The Federal Trade Commission and Privacy

New paper on the FTC and its actions to protect privacy:

Abstract: One of the great ironies about information privacy law is that the primary regulation of privacy in the United States has barely been studied in a scholarly way. Since the late 1990s, the Federal Trade Commission (FTC) has been enforcing companies’ privacy policies through its authority to police unfair and deceptive trade practices. Despite more than fifteen years of FTC enforcement, there is no meaningful body of judicial decisions to show for it. The cases have nearly all resulted in settlement agreements. Nevertheless, companies look to these agreements to guide their privacy practices. Thus, in practice, FTC privacy jurisprudence has become the broadest and most influential regulating force on information privacy in the United States—more so than nearly any privacy statute and any common law tort.

In this article, we contend that the FTC’s privacy jurisprudence is the functional equivalent to a body of common law, and we examine it as such. We explore how and why the FTC, and not contract law, came to dominate the enforcement of privacy policies. A common view of the FTC’s privacy jurisprudence is that it is thin, merely focusing on enforcing privacy promises. In contrast, a deeper look at the principles that emerge from FTC privacy “common law” demonstrates that the FTC’s privacy jurisprudence is quite thick. The FTC has codified certain norms and best practices and has developed some baseline privacy protections.
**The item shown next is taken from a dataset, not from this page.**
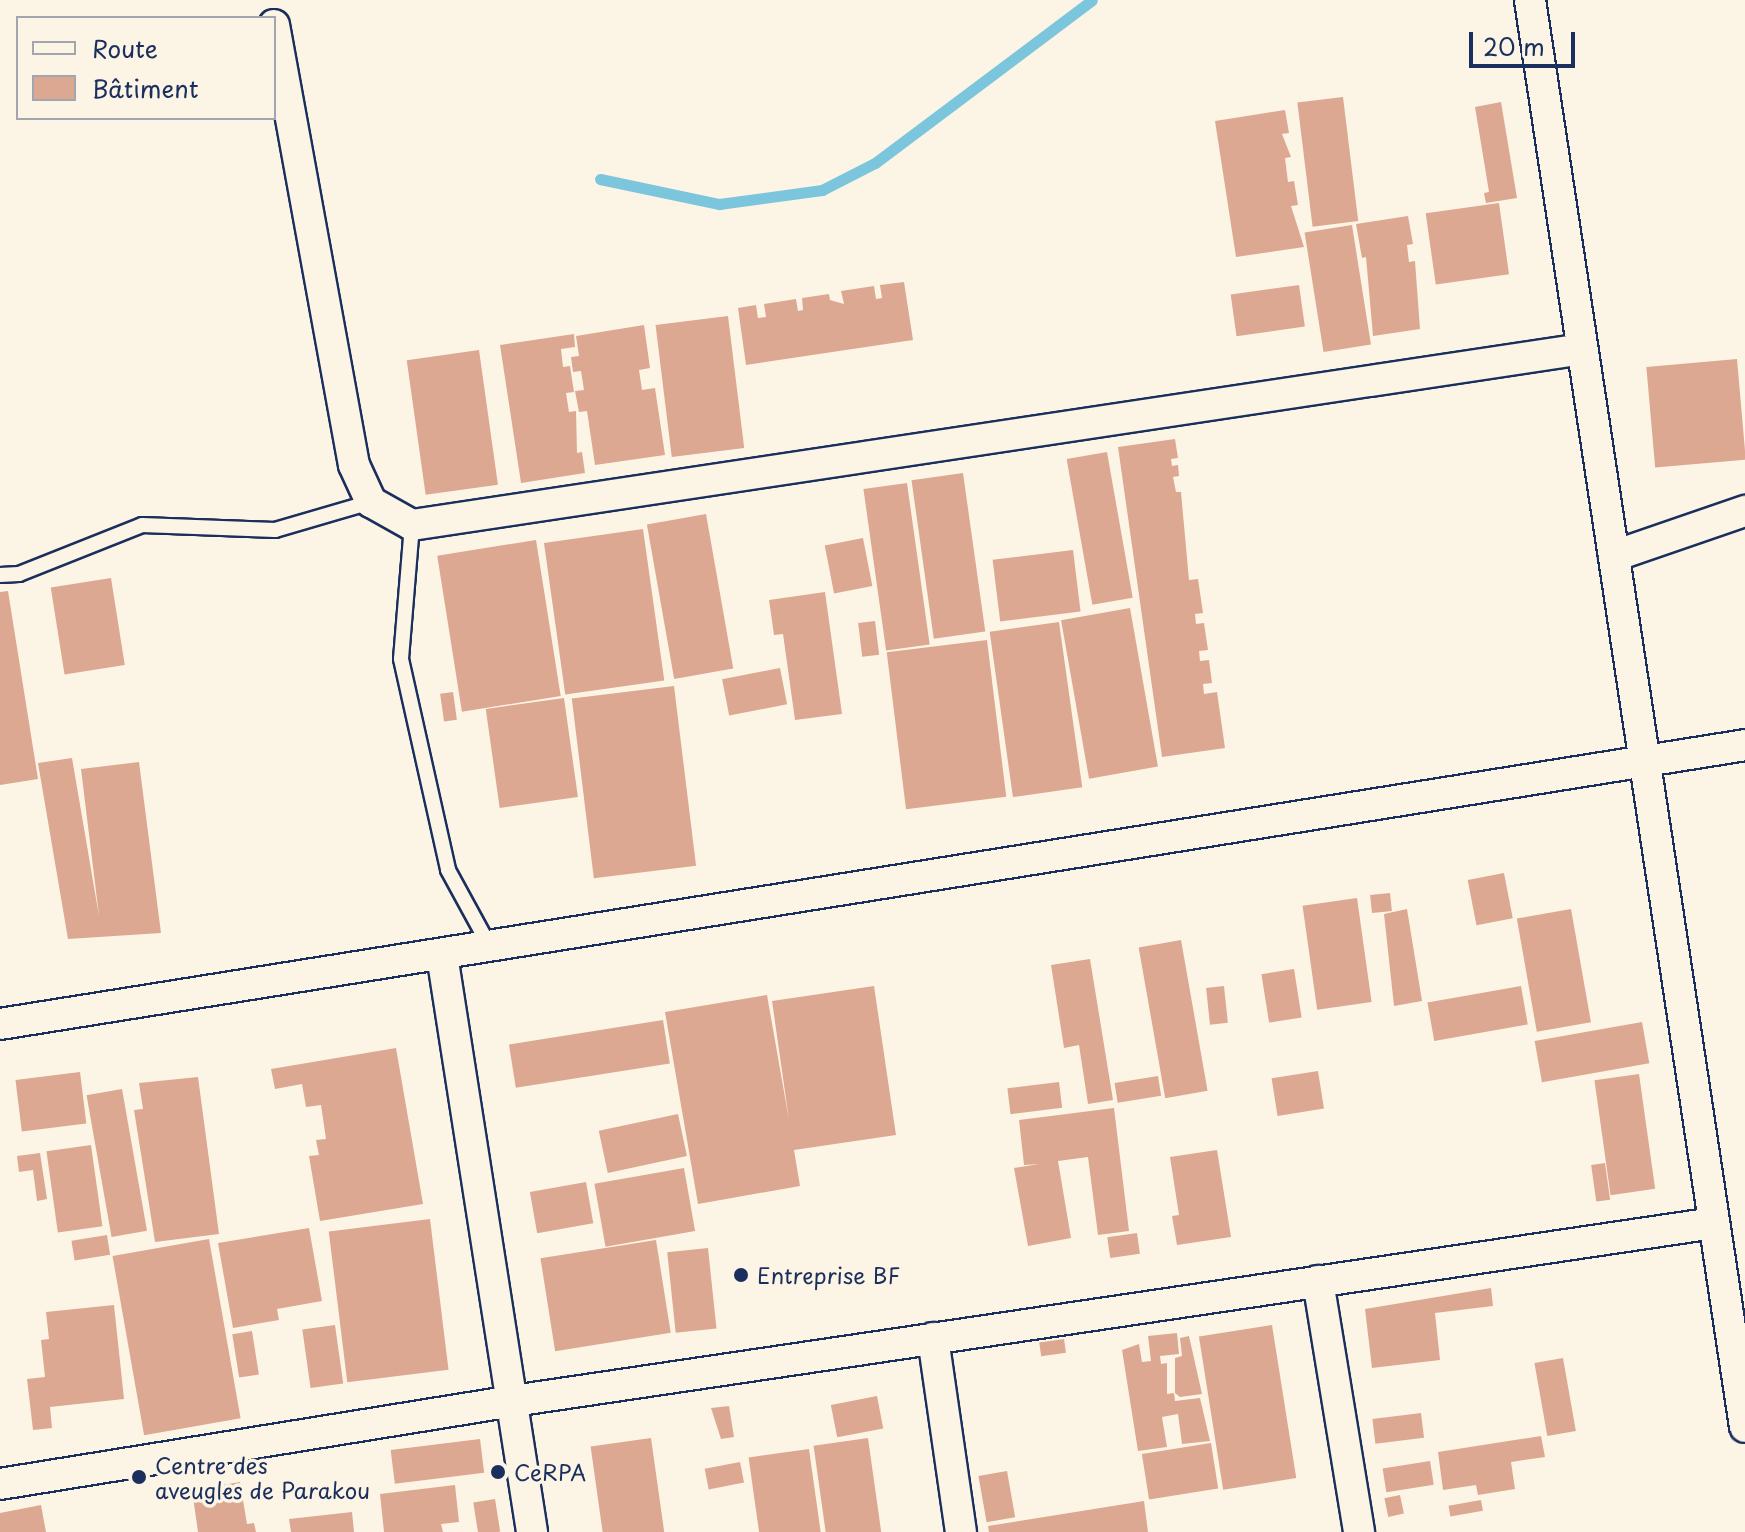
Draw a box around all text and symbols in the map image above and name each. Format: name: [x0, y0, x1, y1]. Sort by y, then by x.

Standards have become so specific they resemble rules. We contend that the foundations exist to develop this “common law” into a robust privacy regulatory regime, one that focuses on consumer expectations of privacy, that extends far beyond privacy policies, and that involves a full suite of substantive rules that exist independently from a company’s privacy representations.

Posted on August 29, 2013 at 12:28 PM2 Comments

Comments

Adrian Ratnapala August 29, 2013 1:38 PM

Two cheers.

While it is chilling to think of bureaucrats from the executive branch making laws and overturning contracts.

Still from a moral “what the law oughtta be, not what is” prespective, there are two plusses:

(1) If a contract is an agreement as understood by the two parties, then “consumer expectations of privacy” are a more genuine part of a contract than small print hidden deep in an opaque document.

(2) A specialist quasi-court can probably formalise those expectations more cheaply, quickly and accurately than the real judiciary (let alone the real legislature).

It still scares the –it out of me that the real governing of democracies is moving from the traditional three branches and towards unknown, unelected apparatchiks.

Otter August 31, 2013 4:59 AM

The reason that there are settlement agreements insead of judicial decisions is that citizens could use the latter.